Reply with the data below, repeated exactly in full.
==== RECORD SET
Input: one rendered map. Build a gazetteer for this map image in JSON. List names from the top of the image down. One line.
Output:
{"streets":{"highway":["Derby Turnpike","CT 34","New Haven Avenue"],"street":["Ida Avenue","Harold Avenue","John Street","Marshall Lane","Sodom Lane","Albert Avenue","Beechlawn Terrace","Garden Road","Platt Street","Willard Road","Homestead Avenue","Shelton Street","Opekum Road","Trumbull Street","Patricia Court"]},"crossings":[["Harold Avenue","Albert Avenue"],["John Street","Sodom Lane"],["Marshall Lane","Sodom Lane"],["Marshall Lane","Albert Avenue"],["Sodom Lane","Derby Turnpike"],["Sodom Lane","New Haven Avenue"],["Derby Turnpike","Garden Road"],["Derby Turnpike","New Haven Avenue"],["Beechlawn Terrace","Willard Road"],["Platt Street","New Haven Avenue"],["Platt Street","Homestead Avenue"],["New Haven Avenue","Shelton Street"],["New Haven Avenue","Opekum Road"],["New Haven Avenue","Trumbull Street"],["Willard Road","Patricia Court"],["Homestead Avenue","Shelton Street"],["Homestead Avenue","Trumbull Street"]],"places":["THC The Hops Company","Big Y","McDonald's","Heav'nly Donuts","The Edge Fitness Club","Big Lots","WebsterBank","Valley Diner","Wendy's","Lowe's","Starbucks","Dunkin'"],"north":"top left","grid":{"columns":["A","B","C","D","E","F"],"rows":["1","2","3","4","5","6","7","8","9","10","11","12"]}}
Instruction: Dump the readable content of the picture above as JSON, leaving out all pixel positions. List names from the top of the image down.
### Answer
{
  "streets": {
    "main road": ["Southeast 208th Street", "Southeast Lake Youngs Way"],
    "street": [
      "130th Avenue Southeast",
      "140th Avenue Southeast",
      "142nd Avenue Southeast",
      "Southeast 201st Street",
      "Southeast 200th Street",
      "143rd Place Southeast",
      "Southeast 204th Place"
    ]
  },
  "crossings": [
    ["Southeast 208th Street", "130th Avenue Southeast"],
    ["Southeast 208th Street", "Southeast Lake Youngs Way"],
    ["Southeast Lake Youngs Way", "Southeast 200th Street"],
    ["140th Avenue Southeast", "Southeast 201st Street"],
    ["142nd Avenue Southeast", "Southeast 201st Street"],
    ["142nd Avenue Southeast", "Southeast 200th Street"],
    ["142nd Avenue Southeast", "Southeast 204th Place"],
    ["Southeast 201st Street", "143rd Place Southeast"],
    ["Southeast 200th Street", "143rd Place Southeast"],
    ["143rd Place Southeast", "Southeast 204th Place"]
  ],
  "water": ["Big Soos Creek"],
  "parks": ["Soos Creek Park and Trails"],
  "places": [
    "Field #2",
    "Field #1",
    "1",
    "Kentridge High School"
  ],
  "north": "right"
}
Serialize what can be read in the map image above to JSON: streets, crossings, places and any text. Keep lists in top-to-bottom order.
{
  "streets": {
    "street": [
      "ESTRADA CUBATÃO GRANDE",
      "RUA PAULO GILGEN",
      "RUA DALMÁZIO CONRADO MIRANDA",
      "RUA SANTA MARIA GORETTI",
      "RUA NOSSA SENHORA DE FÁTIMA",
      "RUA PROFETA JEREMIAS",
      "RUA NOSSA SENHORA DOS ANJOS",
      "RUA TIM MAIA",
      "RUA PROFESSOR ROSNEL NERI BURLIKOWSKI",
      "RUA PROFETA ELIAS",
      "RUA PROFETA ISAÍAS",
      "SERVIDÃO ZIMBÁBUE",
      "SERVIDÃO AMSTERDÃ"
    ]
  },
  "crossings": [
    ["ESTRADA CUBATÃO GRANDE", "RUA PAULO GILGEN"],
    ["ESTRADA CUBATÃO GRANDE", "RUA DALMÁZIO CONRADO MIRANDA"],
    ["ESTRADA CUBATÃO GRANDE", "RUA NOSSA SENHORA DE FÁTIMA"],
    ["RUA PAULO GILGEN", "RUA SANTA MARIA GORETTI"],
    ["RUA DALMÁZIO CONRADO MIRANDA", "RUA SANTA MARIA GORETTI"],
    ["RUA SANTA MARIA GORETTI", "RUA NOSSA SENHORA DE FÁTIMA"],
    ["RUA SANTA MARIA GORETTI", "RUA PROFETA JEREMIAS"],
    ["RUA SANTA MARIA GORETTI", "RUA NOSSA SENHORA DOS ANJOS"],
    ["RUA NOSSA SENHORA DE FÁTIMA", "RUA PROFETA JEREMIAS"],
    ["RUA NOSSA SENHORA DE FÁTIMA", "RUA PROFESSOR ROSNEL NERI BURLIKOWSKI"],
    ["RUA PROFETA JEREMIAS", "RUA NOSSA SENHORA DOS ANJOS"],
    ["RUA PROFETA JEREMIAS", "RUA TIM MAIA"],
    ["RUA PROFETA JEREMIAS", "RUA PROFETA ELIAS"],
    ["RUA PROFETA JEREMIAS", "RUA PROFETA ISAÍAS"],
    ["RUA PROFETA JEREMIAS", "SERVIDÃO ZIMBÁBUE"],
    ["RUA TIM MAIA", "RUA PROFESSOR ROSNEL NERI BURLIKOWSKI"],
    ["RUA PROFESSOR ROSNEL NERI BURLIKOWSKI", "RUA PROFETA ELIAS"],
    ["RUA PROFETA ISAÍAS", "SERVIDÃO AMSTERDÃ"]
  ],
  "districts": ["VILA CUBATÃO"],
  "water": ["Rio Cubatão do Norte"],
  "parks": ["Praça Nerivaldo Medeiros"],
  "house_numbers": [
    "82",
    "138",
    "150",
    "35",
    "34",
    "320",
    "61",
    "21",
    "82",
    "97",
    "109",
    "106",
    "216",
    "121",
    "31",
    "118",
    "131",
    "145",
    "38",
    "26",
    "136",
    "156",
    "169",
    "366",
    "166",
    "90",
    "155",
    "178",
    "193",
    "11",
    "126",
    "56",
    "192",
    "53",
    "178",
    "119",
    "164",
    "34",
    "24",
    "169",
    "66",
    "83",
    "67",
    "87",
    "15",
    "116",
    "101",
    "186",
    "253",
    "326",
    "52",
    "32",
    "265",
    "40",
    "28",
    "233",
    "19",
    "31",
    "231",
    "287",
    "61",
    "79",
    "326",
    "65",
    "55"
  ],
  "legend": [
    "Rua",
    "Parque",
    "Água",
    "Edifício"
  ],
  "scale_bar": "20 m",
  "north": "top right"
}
========
- ANSWER TO THIS EXERCISE:
Input: one rendered map. Build a gazetteer for this map image in JSON. List names from the top of the image down. One line.
Output:
{"streets":{"highway":["Derby Turnpike","CT 34","New Haven Avenue"],"street":["Ida Avenue","Harold Avenue","John Street","Marshall Lane","Sodom Lane","Albert Avenue","Beechlawn Terrace","Garden Road","Platt Street","Willard Road","Homestead Avenue","Shelton Street","Opekum Road","Trumbull Street","Patricia Court"]},"crossings":[["Harold Avenue","Albert Avenue"],["John Street","Sodom Lane"],["Marshall Lane","Sodom Lane"],["Marshall Lane","Albert Avenue"],["Sodom Lane","Derby Turnpike"],["Sodom Lane","New Haven Avenue"],["Derby Turnpike","Garden Road"],["Derby Turnpike","New Haven Avenue"],["Beechlawn Terrace","Willard Road"],["Platt Street","New Haven Avenue"],["Platt Street","Homestead Avenue"],["New Haven Avenue","Shelton Street"],["New Haven Avenue","Opekum Road"],["New Haven Avenue","Trumbull Street"],["Willard Road","Patricia Court"],["Homestead Avenue","Shelton Street"],["Homestead Avenue","Trumbull Street"]],"places":["THC The Hops Company","Big Y","McDonald's","Heav'nly Donuts","The Edge Fitness Club","Big Lots","WebsterBank","Valley Diner","Wendy's","Lowe's","Starbucks","Dunkin'"],"north":"top left","grid":{"columns":["A","B","C","D","E","F"],"rows":["1","2","3","4","5","6","7","8","9","10","11","12"]}}
Instruction: Dump the readable content of the picture above as JSON, leaving out all pixel positions. List names from the top of the image down.
### Answer
{
  "streets": {
    "main road": ["Southeast 208th Street", "Southeast Lake Youngs Way"],
    "street": [
      "130th Avenue Southeast",
      "140th Avenue Southeast",
      "142nd Avenue Southeast",
      "Southeast 201st Street",
      "Southeast 200th Street",
      "143rd Place Southeast",
      "Southeast 204th Place"
    ]
  },
  "crossings": [
    ["Southeast 208th Street", "130th Avenue Southeast"],
    ["Southeast 208th Street", "Southeast Lake Youngs Way"],
    ["Southeast Lake Youngs Way", "Southeast 200th Street"],
    ["140th Avenue Southeast", "Southeast 201st Street"],
    ["142nd Avenue Southeast", "Southeast 201st Street"],
    ["142nd Avenue Southeast", "Southeast 200th Street"],
    ["142nd Avenue Southeast", "Southeast 204th Place"],
    ["Southeast 201st Street", "143rd Place Southeast"],
    ["Southeast 200th Street", "143rd Place Southeast"],
    ["143rd Place Southeast", "Southeast 204th Place"]
  ],
  "water": ["Big Soos Creek"],
  "parks": ["Soos Creek Park and Trails"],
  "places": [
    "Field #2",
    "Field #1",
    "1",
    "Kentridge High School"
  ],
  "north": "right"
}
Serialize what can be read in the map image above to JSON: streets, crossings, places and any text. Keep lists in top-to-bottom order.
{
  "streets": {
    "street": [
      "ESTRADA CUBATÃO GRANDE",
      "RUA PAULO GILGEN",
      "RUA DALMÁZIO CONRADO MIRANDA",
      "RUA SANTA MARIA GORETTI",
      "RUA NOSSA SENHORA DE FÁTIMA",
      "RUA PROFETA JEREMIAS",
      "RUA NOSSA SENHORA DOS ANJOS",
      "RUA TIM MAIA",
      "RUA PROFESSOR ROSNEL NERI BURLIKOWSKI",
      "RUA PROFETA ELIAS",
      "RUA PROFETA ISAÍAS",
      "SERVIDÃO ZIMBÁBUE",
      "SERVIDÃO AMSTERDÃ"
    ]
  },
  "crossings": [
    ["ESTRADA CUBATÃO GRANDE", "RUA PAULO GILGEN"],
    ["ESTRADA CUBATÃO GRANDE", "RUA DALMÁZIO CONRADO MIRANDA"],
    ["ESTRADA CUBATÃO GRANDE", "RUA NOSSA SENHORA DE FÁTIMA"],
    ["RUA PAULO GILGEN", "RUA SANTA MARIA GORETTI"],
    ["RUA DALMÁZIO CONRADO MIRANDA", "RUA SANTA MARIA GORETTI"],
    ["RUA SANTA MARIA GORETTI", "RUA NOSSA SENHORA DE FÁTIMA"],
    ["RUA SANTA MARIA GORETTI", "RUA PROFETA JEREMIAS"],
    ["RUA SANTA MARIA GORETTI", "RUA NOSSA SENHORA DOS ANJOS"],
    ["RUA NOSSA SENHORA DE FÁTIMA", "RUA PROFETA JEREMIAS"],
    ["RUA NOSSA SENHORA DE FÁTIMA", "RUA PROFESSOR ROSNEL NERI BURLIKOWSKI"],
    ["RUA PROFETA JEREMIAS", "RUA NOSSA SENHORA DOS ANJOS"],
    ["RUA PROFETA JEREMIAS", "RUA TIM MAIA"],
    ["RUA PROFETA JEREMIAS", "RUA PROFETA ELIAS"],
    ["RUA PROFETA JEREMIAS", "RUA PROFETA ISAÍAS"],
    ["RUA PROFETA JEREMIAS", "SERVIDÃO ZIMBÁBUE"],
    ["RUA TIM MAIA", "RUA PROFESSOR ROSNEL NERI BURLIKOWSKI"],
    ["RUA PROFESSOR ROSNEL NERI BURLIKOWSKI", "RUA PROFETA ELIAS"],
    ["RUA PROFETA ISAÍAS", "SERVIDÃO AMSTERDÃ"]
  ],
  "districts": ["VILA CUBATÃO"],
  "water": ["Rio Cubatão do Norte"],
  "parks": ["Praça Nerivaldo Medeiros"],
  "house_numbers": [
    "82",
    "138",
    "150",
    "35",
    "34",
    "320",
    "61",
    "21",
    "82",
    "97",
    "109",
    "106",
    "216",
    "121",
    "31",
    "118",
    "131",
    "145",
    "38",
    "26",
    "136",
    "156",
    "169",
    "366",
    "166",
    "90",
    "155",
    "178",
    "193",
    "11",
    "126",
    "56",
    "192",
    "53",
    "178",
    "119",
    "164",
    "34",
    "24",
    "169",
    "66",
    "83",
    "67",
    "87",
    "15",
    "116",
    "101",
    "186",
    "253",
    "326",
    "52",
    "32",
    "265",
    "40",
    "28",
    "233",
    "19",
    "31",
    "231",
    "287",
    "61",
    "79",
    "326",
    "65",
    "55"
  ],
  "legend": [
    "Rua",
    "Parque",
    "Água",
    "Edifício"
  ],
  "scale_bar": "20 m",
  "north": "top right"
}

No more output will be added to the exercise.